§ WHAT YOU WILL DO: Repeat all of the records exactly, leaving out the pictures.

§ Saved data entries:
——————

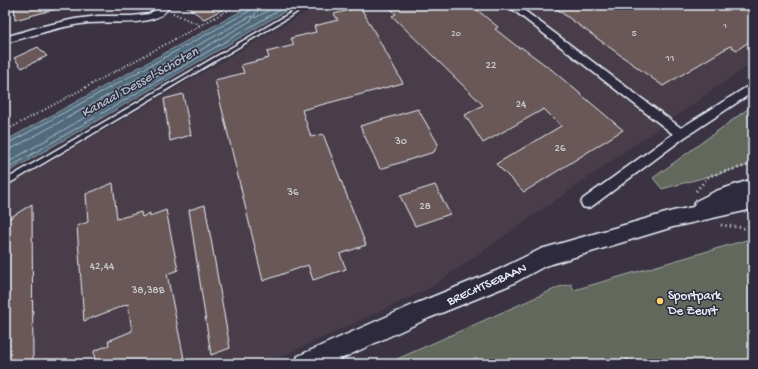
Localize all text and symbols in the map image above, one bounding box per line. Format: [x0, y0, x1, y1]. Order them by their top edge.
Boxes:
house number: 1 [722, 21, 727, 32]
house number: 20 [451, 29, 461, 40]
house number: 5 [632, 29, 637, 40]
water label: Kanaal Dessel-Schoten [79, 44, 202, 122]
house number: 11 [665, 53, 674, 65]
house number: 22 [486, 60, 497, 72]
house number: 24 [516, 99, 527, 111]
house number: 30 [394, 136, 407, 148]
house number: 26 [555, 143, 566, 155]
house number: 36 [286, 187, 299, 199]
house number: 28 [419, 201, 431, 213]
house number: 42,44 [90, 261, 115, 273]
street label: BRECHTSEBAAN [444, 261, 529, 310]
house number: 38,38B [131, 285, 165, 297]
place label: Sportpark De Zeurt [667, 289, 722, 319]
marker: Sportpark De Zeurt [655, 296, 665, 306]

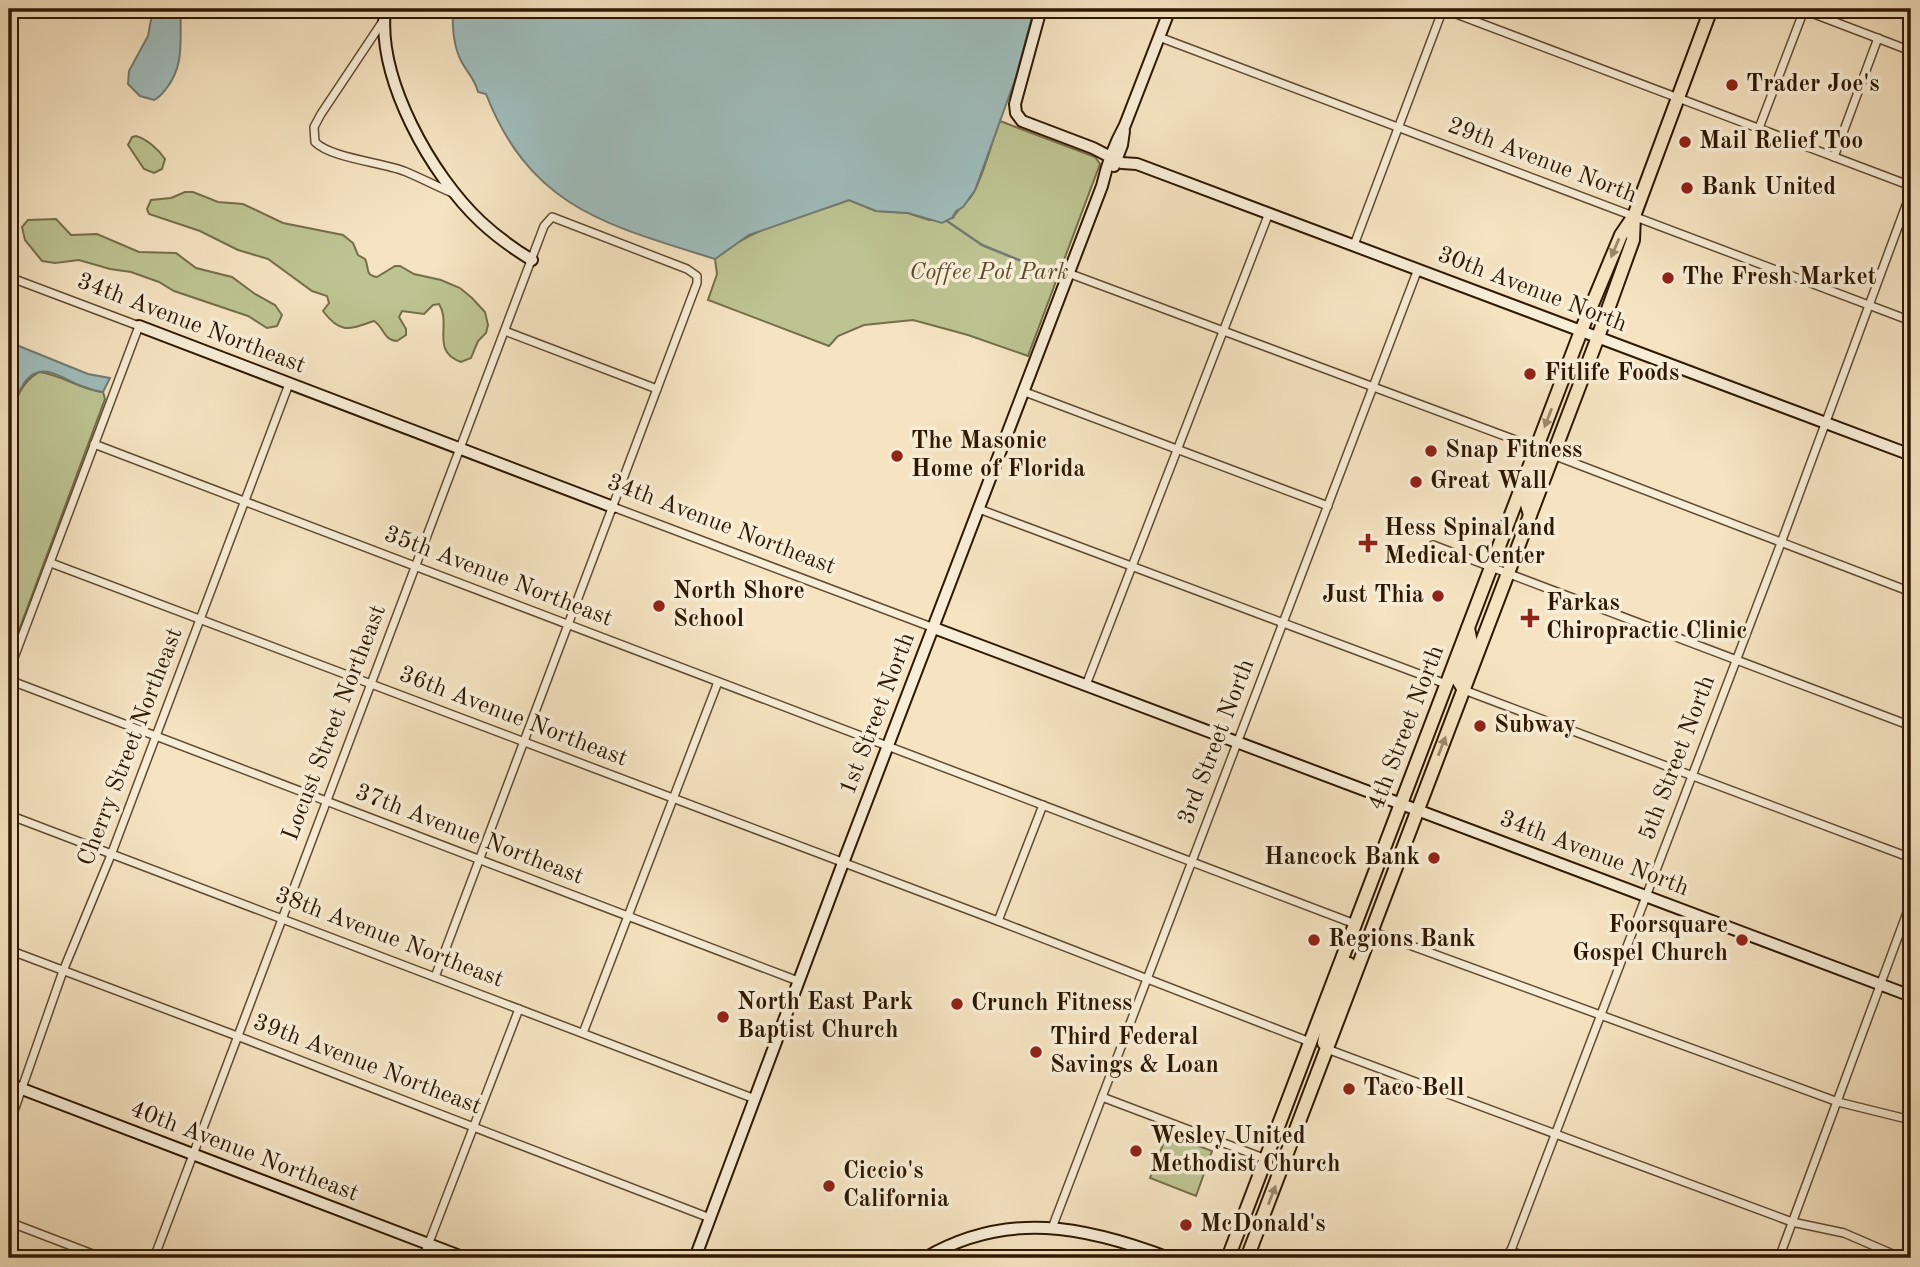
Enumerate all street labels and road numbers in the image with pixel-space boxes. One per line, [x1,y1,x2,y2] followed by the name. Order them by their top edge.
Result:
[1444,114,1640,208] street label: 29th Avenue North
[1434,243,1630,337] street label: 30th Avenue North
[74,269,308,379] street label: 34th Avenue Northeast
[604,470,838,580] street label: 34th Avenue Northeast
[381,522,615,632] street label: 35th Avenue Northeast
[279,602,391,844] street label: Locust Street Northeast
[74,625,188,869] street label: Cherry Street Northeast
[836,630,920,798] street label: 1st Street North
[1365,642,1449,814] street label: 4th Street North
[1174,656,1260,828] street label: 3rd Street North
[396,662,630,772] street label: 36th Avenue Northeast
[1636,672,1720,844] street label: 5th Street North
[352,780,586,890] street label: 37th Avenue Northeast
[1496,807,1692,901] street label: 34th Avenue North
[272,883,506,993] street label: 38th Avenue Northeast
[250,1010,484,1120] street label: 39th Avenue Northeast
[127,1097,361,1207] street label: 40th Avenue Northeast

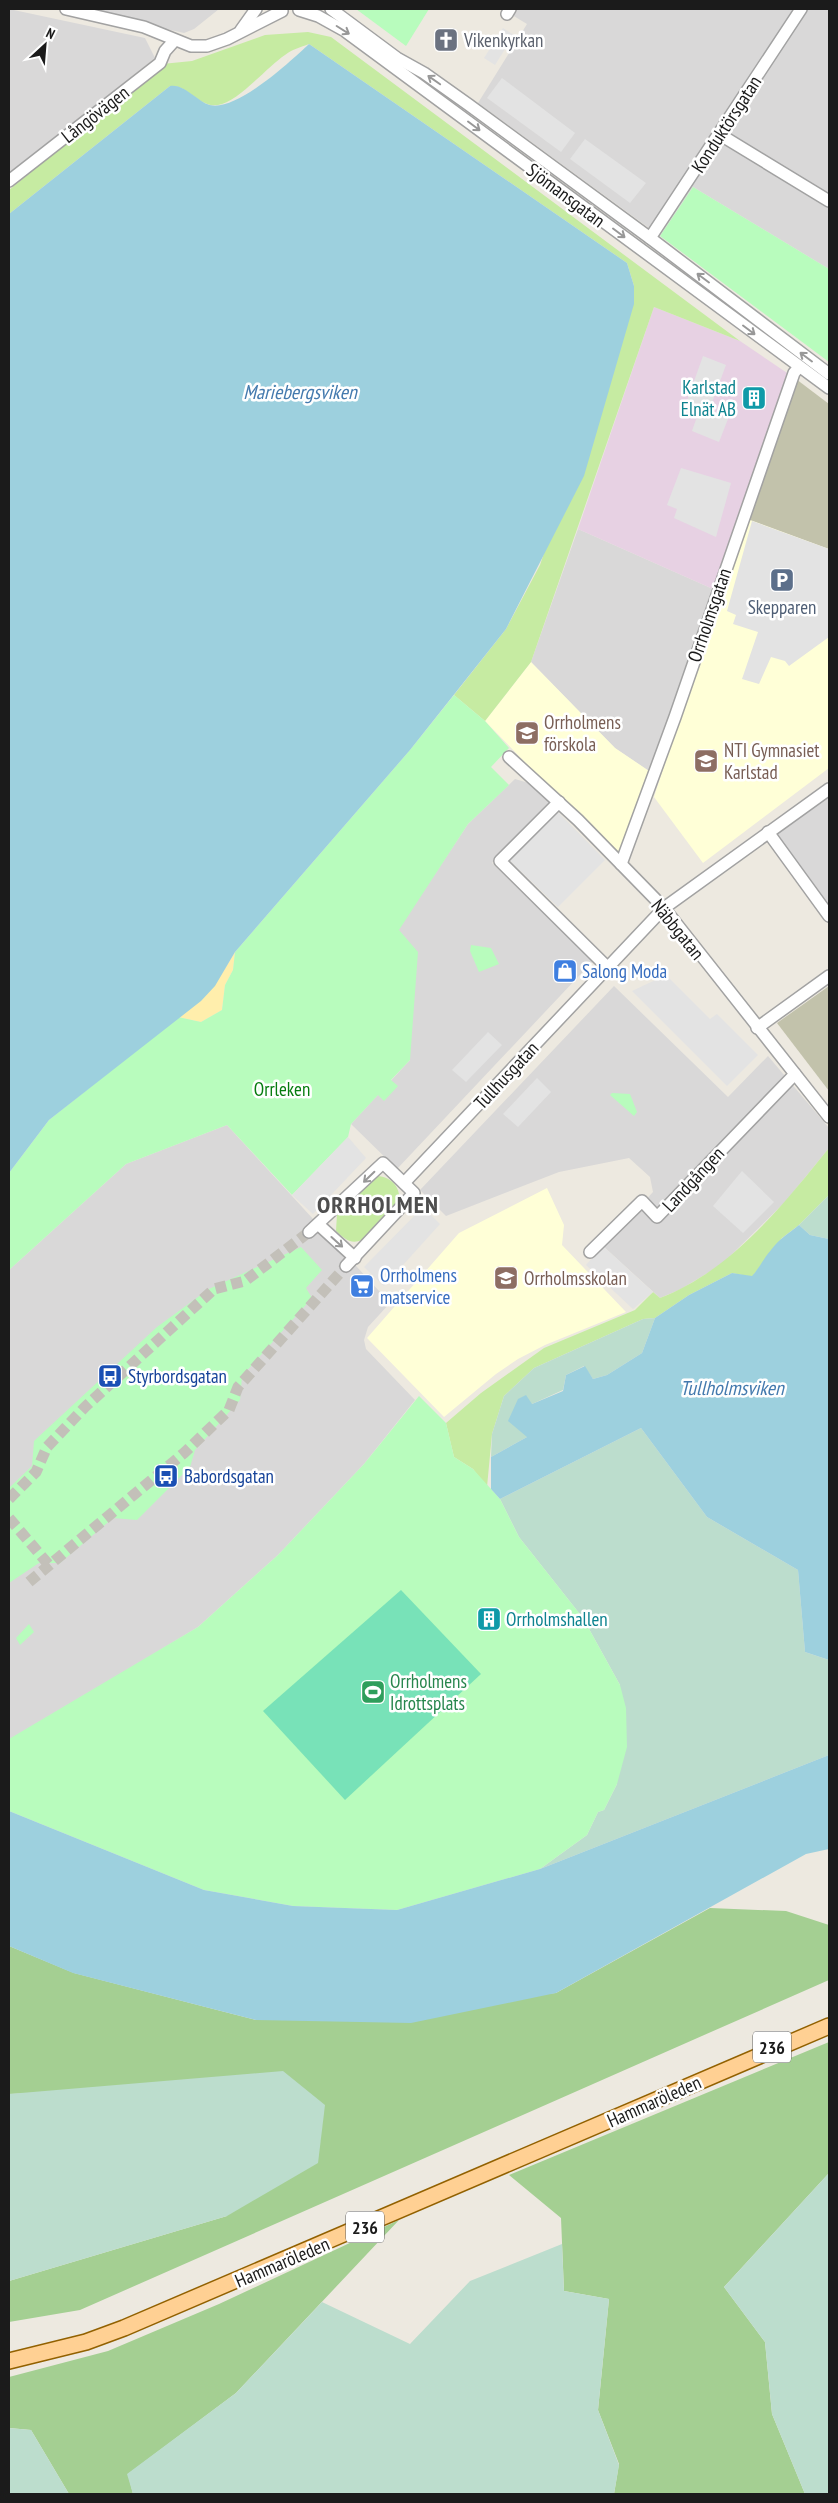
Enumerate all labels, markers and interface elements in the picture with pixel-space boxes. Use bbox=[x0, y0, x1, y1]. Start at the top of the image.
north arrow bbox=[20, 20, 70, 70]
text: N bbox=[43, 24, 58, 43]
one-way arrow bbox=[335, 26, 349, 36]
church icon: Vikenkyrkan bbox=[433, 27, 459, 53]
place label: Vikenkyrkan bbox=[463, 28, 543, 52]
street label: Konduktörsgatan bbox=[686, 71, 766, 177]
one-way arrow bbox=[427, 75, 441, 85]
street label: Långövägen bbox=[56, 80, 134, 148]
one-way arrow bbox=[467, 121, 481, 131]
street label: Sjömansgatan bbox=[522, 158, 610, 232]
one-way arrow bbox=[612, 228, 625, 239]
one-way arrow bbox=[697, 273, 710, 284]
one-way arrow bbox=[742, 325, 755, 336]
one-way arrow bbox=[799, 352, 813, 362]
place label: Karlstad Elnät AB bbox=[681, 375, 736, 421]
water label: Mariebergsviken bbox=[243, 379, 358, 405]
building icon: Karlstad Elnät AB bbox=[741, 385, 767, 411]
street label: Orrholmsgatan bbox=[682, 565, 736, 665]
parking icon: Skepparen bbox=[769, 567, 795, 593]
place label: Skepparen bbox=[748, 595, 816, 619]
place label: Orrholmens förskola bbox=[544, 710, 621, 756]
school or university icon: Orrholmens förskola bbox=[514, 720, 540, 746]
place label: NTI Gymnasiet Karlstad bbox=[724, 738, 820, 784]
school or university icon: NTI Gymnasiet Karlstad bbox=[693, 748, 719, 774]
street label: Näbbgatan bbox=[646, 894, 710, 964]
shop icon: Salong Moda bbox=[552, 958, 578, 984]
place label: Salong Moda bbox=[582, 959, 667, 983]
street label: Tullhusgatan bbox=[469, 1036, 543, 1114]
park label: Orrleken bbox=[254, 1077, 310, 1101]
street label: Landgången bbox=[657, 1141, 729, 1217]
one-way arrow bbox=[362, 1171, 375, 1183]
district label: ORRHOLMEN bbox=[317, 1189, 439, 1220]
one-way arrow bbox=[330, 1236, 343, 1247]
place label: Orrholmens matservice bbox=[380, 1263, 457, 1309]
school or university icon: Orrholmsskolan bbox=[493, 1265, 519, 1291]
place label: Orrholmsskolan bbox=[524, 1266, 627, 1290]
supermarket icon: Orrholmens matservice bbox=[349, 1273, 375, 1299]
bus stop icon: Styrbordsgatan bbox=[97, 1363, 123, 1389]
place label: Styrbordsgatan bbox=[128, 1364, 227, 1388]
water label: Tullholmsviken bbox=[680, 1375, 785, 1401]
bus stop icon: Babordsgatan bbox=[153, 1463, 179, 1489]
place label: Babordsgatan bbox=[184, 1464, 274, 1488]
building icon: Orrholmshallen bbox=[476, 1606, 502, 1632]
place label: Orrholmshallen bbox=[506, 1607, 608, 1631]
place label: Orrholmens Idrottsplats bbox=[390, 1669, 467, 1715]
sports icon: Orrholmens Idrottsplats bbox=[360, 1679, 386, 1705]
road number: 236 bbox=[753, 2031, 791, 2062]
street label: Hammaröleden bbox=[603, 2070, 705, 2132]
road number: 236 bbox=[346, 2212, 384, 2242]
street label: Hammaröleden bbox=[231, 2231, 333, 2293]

——————

§ TASK SOLUTION:
Localize all text and symbols in the map image above, one bounding box per line. Format: [x0, y0, x1, y1]. Order them by their top edge.
Boxes:
house number: 1 [722, 21, 727, 32]
house number: 20 [451, 29, 461, 40]
house number: 5 [632, 29, 637, 40]
water label: Kanaal Dessel-Schoten [79, 44, 202, 122]
house number: 11 [665, 53, 674, 65]
house number: 22 [486, 60, 497, 72]
house number: 24 [516, 99, 527, 111]
house number: 30 [394, 136, 407, 148]
house number: 26 [555, 143, 566, 155]
house number: 36 [286, 187, 299, 199]
house number: 28 [419, 201, 431, 213]
house number: 42,44 [90, 261, 115, 273]
street label: BRECHTSEBAAN [444, 261, 529, 310]
house number: 38,38B [131, 285, 165, 297]
place label: Sportpark De Zeurt [667, 289, 722, 319]
marker: Sportpark De Zeurt [655, 296, 665, 306]

Enumerate all street labels and road numbers in the image with pixel-space boxes. One per line, [x1,y1,x2,y2] followed by the name. Order them by their top edge.
Result:
[1444,114,1640,208] street label: 29th Avenue North
[1434,243,1630,337] street label: 30th Avenue North
[74,269,308,379] street label: 34th Avenue Northeast
[604,470,838,580] street label: 34th Avenue Northeast
[381,522,615,632] street label: 35th Avenue Northeast
[279,602,391,844] street label: Locust Street Northeast
[74,625,188,869] street label: Cherry Street Northeast
[836,630,920,798] street label: 1st Street North
[1365,642,1449,814] street label: 4th Street North
[1174,656,1260,828] street label: 3rd Street North
[396,662,630,772] street label: 36th Avenue Northeast
[1636,672,1720,844] street label: 5th Street North
[352,780,586,890] street label: 37th Avenue Northeast
[1496,807,1692,901] street label: 34th Avenue North
[272,883,506,993] street label: 38th Avenue Northeast
[250,1010,484,1120] street label: 39th Avenue Northeast
[127,1097,361,1207] street label: 40th Avenue Northeast

Enumerate all labels, markers and interface elements in the picture with pixel-space boxes. Use bbox=[x0, y0, x1, y1]. Start at the top of the image.
north arrow bbox=[20, 20, 70, 70]
text: N bbox=[43, 24, 58, 43]
one-way arrow bbox=[335, 26, 349, 36]
church icon: Vikenkyrkan bbox=[433, 27, 459, 53]
place label: Vikenkyrkan bbox=[463, 28, 543, 52]
street label: Konduktörsgatan bbox=[686, 71, 766, 177]
one-way arrow bbox=[427, 75, 441, 85]
street label: Långövägen bbox=[56, 80, 134, 148]
one-way arrow bbox=[467, 121, 481, 131]
street label: Sjömansgatan bbox=[522, 158, 610, 232]
one-way arrow bbox=[612, 228, 625, 239]
one-way arrow bbox=[697, 273, 710, 284]
one-way arrow bbox=[742, 325, 755, 336]
one-way arrow bbox=[799, 352, 813, 362]
place label: Karlstad Elnät AB bbox=[681, 375, 736, 421]
water label: Mariebergsviken bbox=[243, 379, 358, 405]
building icon: Karlstad Elnät AB bbox=[741, 385, 767, 411]
street label: Orrholmsgatan bbox=[682, 565, 736, 665]
parking icon: Skepparen bbox=[769, 567, 795, 593]
place label: Skepparen bbox=[748, 595, 816, 619]
place label: Orrholmens förskola bbox=[544, 710, 621, 756]
school or university icon: Orrholmens förskola bbox=[514, 720, 540, 746]
place label: NTI Gymnasiet Karlstad bbox=[724, 738, 820, 784]
school or university icon: NTI Gymnasiet Karlstad bbox=[693, 748, 719, 774]
street label: Näbbgatan bbox=[646, 894, 710, 964]
shop icon: Salong Moda bbox=[552, 958, 578, 984]
place label: Salong Moda bbox=[582, 959, 667, 983]
street label: Tullhusgatan bbox=[469, 1036, 543, 1114]
park label: Orrleken bbox=[254, 1077, 310, 1101]
street label: Landgången bbox=[657, 1141, 729, 1217]
one-way arrow bbox=[362, 1171, 375, 1183]
district label: ORRHOLMEN bbox=[317, 1189, 439, 1220]
one-way arrow bbox=[330, 1236, 343, 1247]
place label: Orrholmens matservice bbox=[380, 1263, 457, 1309]
school or university icon: Orrholmsskolan bbox=[493, 1265, 519, 1291]
place label: Orrholmsskolan bbox=[524, 1266, 627, 1290]
supermarket icon: Orrholmens matservice bbox=[349, 1273, 375, 1299]
bus stop icon: Styrbordsgatan bbox=[97, 1363, 123, 1389]
place label: Styrbordsgatan bbox=[128, 1364, 227, 1388]
water label: Tullholmsviken bbox=[680, 1375, 785, 1401]
bus stop icon: Babordsgatan bbox=[153, 1463, 179, 1489]
place label: Babordsgatan bbox=[184, 1464, 274, 1488]
building icon: Orrholmshallen bbox=[476, 1606, 502, 1632]
place label: Orrholmshallen bbox=[506, 1607, 608, 1631]
place label: Orrholmens Idrottsplats bbox=[390, 1669, 467, 1715]
sports icon: Orrholmens Idrottsplats bbox=[360, 1679, 386, 1705]
road number: 236 bbox=[753, 2031, 791, 2062]
street label: Hammaröleden bbox=[603, 2070, 705, 2132]
road number: 236 bbox=[346, 2212, 384, 2242]
street label: Hammaröleden bbox=[231, 2231, 333, 2293]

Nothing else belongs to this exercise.